---------- SOURCE DATA ----------
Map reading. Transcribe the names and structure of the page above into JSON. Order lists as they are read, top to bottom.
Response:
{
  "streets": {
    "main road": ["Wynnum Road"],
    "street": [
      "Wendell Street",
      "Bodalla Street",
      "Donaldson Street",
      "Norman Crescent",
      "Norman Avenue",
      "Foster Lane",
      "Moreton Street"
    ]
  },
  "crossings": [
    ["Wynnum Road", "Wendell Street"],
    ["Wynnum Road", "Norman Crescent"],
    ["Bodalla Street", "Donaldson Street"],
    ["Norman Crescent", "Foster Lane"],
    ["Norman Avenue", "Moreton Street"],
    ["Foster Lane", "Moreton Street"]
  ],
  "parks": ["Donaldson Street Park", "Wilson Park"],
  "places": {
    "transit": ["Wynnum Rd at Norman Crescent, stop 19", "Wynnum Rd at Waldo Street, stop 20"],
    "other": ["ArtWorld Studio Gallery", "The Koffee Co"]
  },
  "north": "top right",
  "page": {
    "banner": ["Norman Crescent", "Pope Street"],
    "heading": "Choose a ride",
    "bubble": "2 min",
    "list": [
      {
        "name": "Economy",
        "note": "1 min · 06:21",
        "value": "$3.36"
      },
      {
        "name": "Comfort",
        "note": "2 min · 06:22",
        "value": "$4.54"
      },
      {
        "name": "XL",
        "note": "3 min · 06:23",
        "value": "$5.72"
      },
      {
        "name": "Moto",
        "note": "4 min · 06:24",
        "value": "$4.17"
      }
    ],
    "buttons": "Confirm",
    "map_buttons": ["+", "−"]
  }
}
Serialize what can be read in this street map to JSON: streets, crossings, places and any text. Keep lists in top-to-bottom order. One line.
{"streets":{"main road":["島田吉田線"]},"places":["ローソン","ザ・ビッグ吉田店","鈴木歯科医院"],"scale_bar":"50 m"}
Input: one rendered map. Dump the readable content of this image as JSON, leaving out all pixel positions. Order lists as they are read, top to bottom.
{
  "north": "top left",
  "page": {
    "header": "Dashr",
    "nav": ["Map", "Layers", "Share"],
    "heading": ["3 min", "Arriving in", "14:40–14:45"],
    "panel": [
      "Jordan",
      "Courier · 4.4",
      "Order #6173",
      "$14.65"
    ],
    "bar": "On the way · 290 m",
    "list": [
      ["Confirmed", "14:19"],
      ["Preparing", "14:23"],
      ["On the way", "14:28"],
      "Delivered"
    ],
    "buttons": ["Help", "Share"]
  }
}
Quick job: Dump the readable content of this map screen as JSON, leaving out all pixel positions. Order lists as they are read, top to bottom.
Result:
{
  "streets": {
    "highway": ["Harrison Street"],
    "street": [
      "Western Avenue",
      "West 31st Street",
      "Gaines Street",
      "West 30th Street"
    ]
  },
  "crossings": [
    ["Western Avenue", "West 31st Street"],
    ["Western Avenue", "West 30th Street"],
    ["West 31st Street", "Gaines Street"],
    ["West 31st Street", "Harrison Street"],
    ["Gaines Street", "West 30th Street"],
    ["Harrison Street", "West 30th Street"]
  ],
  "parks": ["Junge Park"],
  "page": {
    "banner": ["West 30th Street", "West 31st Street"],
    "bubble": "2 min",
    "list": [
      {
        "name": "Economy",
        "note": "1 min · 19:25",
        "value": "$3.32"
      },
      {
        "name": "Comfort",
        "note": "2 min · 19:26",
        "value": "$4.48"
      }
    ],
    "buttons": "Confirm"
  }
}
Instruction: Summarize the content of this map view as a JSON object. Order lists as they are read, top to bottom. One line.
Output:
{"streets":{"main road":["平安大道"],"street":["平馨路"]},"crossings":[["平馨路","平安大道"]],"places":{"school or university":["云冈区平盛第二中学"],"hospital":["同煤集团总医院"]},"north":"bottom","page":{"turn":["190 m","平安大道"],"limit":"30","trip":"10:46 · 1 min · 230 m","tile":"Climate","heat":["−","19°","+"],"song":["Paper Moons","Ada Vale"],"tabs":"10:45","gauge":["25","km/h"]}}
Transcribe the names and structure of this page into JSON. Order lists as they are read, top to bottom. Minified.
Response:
----------
### EXERCISE OBJECTIVE
Please return every line of the data, unaltered.

### EXERCISE OUTPUT
Map reading. Transcribe the names and structure of the page above into JSON. Order lists as they are read, top to bottom.
Response:
{
  "streets": {
    "main road": ["Wynnum Road"],
    "street": [
      "Wendell Street",
      "Bodalla Street",
      "Donaldson Street",
      "Norman Crescent",
      "Norman Avenue",
      "Foster Lane",
      "Moreton Street"
    ]
  },
  "crossings": [
    ["Wynnum Road", "Wendell Street"],
    ["Wynnum Road", "Norman Crescent"],
    ["Bodalla Street", "Donaldson Street"],
    ["Norman Crescent", "Foster Lane"],
    ["Norman Avenue", "Moreton Street"],
    ["Foster Lane", "Moreton Street"]
  ],
  "parks": ["Donaldson Street Park", "Wilson Park"],
  "places": {
    "transit": ["Wynnum Rd at Norman Crescent, stop 19", "Wynnum Rd at Waldo Street, stop 20"],
    "other": ["ArtWorld Studio Gallery", "The Koffee Co"]
  },
  "north": "top right",
  "page": {
    "banner": ["Norman Crescent", "Pope Street"],
    "heading": "Choose a ride",
    "bubble": "2 min",
    "list": [
      {
        "name": "Economy",
        "note": "1 min · 06:21",
        "value": "$3.36"
      },
      {
        "name": "Comfort",
        "note": "2 min · 06:22",
        "value": "$4.54"
      },
      {
        "name": "XL",
        "note": "3 min · 06:23",
        "value": "$5.72"
      },
      {
        "name": "Moto",
        "note": "4 min · 06:24",
        "value": "$4.17"
      }
    ],
    "buttons": "Confirm",
    "map_buttons": ["+", "−"]
  }
}
Serialize what can be read in this street map to JSON: streets, crossings, places and any text. Keep lists in top-to-bottom order. One line.
{"streets":{"main road":["島田吉田線"]},"places":["ローソン","ザ・ビッグ吉田店","鈴木歯科医院"],"scale_bar":"50 m"}
Input: one rendered map. Dump the readable content of this image as JSON, leaving out all pixel positions. Order lists as they are read, top to bottom.
{
  "north": "top left",
  "page": {
    "header": "Dashr",
    "nav": ["Map", "Layers", "Share"],
    "heading": ["3 min", "Arriving in", "14:40–14:45"],
    "panel": [
      "Jordan",
      "Courier · 4.4",
      "Order #6173",
      "$14.65"
    ],
    "bar": "On the way · 290 m",
    "list": [
      ["Confirmed", "14:19"],
      ["Preparing", "14:23"],
      ["On the way", "14:28"],
      "Delivered"
    ],
    "buttons": ["Help", "Share"]
  }
}
Quick job: Dump the readable content of this map screen as JSON, leaving out all pixel positions. Order lists as they are read, top to bottom.
Result:
{
  "streets": {
    "highway": ["Harrison Street"],
    "street": [
      "Western Avenue",
      "West 31st Street",
      "Gaines Street",
      "West 30th Street"
    ]
  },
  "crossings": [
    ["Western Avenue", "West 31st Street"],
    ["Western Avenue", "West 30th Street"],
    ["West 31st Street", "Gaines Street"],
    ["West 31st Street", "Harrison Street"],
    ["Gaines Street", "West 30th Street"],
    ["Harrison Street", "West 30th Street"]
  ],
  "parks": ["Junge Park"],
  "page": {
    "banner": ["West 30th Street", "West 31st Street"],
    "bubble": "2 min",
    "list": [
      {
        "name": "Economy",
        "note": "1 min · 19:25",
        "value": "$3.32"
      },
      {
        "name": "Comfort",
        "note": "2 min · 19:26",
        "value": "$4.48"
      }
    ],
    "buttons": "Confirm"
  }
}
Instruction: Summarize the content of this map view as a JSON object. Order lists as they are read, top to bottom. One line.
Output:
{"streets":{"main road":["平安大道"],"street":["平馨路"]},"crossings":[["平馨路","平安大道"]],"places":{"school or university":["云冈区平盛第二中学"],"hospital":["同煤集团总医院"]},"north":"bottom","page":{"turn":["190 m","平安大道"],"limit":"30","trip":"10:46 · 1 min · 230 m","tile":"Climate","heat":["−","19°","+"],"song":["Paper Moons","Ada Vale"],"tabs":"10:45","gauge":["25","km/h"]}}
Transcribe the names and structure of this page into JSON. Order lists as they are read, top to bottom. Minified.
Response:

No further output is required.